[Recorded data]
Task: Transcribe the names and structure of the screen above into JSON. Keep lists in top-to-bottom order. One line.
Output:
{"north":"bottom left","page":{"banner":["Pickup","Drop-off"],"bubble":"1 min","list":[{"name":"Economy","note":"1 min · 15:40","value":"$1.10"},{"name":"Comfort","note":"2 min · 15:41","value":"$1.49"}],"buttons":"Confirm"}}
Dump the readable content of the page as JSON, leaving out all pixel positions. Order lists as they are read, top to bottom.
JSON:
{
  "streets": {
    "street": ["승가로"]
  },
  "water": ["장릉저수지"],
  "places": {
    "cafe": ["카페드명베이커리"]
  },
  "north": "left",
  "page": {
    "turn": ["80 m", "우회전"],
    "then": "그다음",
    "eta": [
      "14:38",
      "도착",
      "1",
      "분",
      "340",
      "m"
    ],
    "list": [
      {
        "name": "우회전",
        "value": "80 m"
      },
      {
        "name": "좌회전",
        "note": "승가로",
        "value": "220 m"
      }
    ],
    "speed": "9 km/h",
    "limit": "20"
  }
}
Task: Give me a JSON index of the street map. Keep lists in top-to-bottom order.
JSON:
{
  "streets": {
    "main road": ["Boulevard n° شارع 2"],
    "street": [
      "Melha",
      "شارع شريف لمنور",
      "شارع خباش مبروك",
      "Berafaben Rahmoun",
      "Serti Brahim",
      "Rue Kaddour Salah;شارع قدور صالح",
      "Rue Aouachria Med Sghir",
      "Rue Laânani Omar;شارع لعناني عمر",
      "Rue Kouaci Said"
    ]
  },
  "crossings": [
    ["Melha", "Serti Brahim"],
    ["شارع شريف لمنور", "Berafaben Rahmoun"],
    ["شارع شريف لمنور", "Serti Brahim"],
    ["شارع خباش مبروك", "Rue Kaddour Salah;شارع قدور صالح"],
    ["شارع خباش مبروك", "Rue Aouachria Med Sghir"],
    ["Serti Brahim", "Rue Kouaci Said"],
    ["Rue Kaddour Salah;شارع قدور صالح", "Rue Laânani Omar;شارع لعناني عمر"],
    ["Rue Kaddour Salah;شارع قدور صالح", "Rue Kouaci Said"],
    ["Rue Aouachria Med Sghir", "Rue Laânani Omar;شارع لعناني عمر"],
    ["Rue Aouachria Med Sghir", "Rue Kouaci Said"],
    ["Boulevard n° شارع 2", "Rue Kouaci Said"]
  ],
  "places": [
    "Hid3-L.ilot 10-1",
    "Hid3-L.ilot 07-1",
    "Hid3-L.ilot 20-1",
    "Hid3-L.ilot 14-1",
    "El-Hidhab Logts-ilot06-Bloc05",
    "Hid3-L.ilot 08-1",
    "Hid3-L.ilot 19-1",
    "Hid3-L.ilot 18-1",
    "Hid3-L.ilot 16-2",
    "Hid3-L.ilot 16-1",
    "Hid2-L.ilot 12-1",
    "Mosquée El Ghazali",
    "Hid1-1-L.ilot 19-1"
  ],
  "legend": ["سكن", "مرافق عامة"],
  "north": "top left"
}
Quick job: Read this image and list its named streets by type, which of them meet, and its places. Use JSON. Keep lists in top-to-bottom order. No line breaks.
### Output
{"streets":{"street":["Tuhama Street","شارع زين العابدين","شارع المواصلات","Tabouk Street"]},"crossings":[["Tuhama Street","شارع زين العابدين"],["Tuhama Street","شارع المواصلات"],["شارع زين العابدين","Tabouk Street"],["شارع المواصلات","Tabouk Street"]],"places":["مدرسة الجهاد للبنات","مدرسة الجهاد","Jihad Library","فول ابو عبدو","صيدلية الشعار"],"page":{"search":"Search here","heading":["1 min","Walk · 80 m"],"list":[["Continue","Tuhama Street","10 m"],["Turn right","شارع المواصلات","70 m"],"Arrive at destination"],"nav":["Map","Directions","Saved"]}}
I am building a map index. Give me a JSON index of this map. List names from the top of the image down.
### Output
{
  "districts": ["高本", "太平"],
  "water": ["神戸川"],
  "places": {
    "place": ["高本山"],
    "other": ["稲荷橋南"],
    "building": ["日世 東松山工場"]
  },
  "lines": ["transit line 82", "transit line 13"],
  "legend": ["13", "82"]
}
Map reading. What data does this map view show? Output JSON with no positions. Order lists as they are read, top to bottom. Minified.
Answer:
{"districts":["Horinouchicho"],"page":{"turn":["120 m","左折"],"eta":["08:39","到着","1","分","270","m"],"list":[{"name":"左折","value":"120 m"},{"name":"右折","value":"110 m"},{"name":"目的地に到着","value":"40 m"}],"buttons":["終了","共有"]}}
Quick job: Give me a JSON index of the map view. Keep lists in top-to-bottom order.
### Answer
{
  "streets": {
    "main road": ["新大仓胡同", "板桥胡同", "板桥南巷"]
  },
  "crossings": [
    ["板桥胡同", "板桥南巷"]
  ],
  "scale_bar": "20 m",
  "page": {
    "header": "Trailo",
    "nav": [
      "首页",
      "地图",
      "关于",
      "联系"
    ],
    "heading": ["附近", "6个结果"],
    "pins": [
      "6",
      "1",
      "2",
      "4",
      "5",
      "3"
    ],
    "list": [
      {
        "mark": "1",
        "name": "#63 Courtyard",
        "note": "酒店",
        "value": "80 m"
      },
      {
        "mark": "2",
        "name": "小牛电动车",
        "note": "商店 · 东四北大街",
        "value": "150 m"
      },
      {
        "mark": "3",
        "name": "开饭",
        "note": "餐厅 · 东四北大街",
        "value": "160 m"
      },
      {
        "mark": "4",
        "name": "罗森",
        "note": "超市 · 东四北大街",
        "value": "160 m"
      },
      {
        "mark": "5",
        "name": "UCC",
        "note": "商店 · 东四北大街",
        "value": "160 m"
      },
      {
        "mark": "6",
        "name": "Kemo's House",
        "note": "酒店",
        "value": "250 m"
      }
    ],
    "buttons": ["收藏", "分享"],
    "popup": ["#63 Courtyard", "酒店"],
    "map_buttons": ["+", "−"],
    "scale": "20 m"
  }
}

* _Problem requirements_
Nothing beyond the line containing "Dump the readable" is to be output; the lines above, from the first one onward to that line, are to be transcribed exactly.

* _Result for this exercise_
Task: Transcribe the names and structure of the screen above into JSON. Keep lists in top-to-bottom order. One line.
Output:
{"north":"bottom left","page":{"banner":["Pickup","Drop-off"],"bubble":"1 min","list":[{"name":"Economy","note":"1 min · 15:40","value":"$1.10"},{"name":"Comfort","note":"2 min · 15:41","value":"$1.49"}],"buttons":"Confirm"}}
Dump the readable content of the page as JSON, leaving out all pixel positions. Order lists as they are read, top to bottom.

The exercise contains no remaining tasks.